1. Keterampilan teknis
2. Keterampilan Konseptual
3. Kemampuan interpesonal
1. Kecerdasan emosional
2. Intelegensi sosial
3. Sistem berpikir
Kemajuan yang cukup besar telah dibuat dalam mengidentifikasi sifat dan
keterampilan yang relevan untuk efektivitas dan kemajuan manajerial. Namun demikian,
jalur penelitian ini telah dihalangi oleh beberapa keterbatasan metodologis dan
konseptual. Sifat abstrak dari sebagian besar ciri membatasi kegunaannya untuk
memahami efektivitas kepemimpinan. Sulit untuk menafsirkan relevansi ciri-ciri abstrak
kecuali dengan memeriksa bagaimana ciri-ciri tersebut diekspresikan dalam perilaku
pemimpin yang sebenarnya. Sayangnya, sebagian besar studi sifat tidak dipandu oleh
teori yang menjelaskan bagaimana sifat dikaitkan dengan efektivitas dan kemajuan
manajerial.
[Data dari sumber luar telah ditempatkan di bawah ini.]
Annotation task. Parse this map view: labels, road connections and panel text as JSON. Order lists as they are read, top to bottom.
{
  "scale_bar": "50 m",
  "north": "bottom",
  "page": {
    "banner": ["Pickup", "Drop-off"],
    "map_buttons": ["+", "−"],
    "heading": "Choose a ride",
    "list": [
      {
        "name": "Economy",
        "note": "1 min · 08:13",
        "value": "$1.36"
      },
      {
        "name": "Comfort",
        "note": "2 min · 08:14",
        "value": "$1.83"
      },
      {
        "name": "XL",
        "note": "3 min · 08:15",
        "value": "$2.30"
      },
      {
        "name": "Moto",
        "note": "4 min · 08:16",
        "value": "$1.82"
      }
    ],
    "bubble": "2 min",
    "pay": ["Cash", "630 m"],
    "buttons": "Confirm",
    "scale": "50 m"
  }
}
Relatif sedikit studi sifat yang memasukkan ukuran perilaku pemimpin.
Sebagian besar studi sifat meneliti bagaimana sifat atau keterampilan tunggal
dikaitkan dengan efektivitas atau kemajuan kepemimpinan. Ketika sifat diperiksa satu per
satu, hasilnya biasanya lemah dan sulit untuk diinterpretasikan. Pendekatan ini gagal
untuk mempertimbangkan bagaimana ciri-ciri tersebut saling terkait dan bagaimana
mereka berinteraksi untuk mempengaruhi perilaku dan efektivitas pemimpin. Misalnya,
orientasi prestasi mempengaruhi motivasi seorang pemimpin untuk memperoleh
pengetahuan dan keterampilan yang relevan (Dweck, 1986). Kedewasaan emosional
memengaruhi kapasitas pemimpin untuk belajar dari umpan balik dan pengalaman, dan
menyesuaikan perilaku dengan kondisi yang berubah. Kepercayaan diri dan toleransi
stres meningkatkan kapasitas seorang pemimpin untuk memanfaatkan keterampilan
kognitif dalam situasi stres (Mumford & Connelly, 1991). Kecerdasan emosional
memengaruhi kapasitas pemimpin untuk memproses informasi dan membuat analisis
rasional. Diperlukan pendekatan yang lebih holistik untuk memeriksa pola sifat dan
keterampilan pemimpin dalam kaitannya dengan efektivitas pemimpin. Salah satu solusi
yang mungkin adalah dengan menggunakan analisis cluster untuk mengembangkan
tipologi pemimpin berdasarkan profil sifat (atau keterampilan) yang berbeda. Namun, ada
banyak masalah metodologis dalam penelitian semacam itu, dan seringkali menghasilkan
tipologi dengan stereotip yang terlalu disederhanakan yang gagal meningkatkan
pemahaman kita tentang kepemimpinan.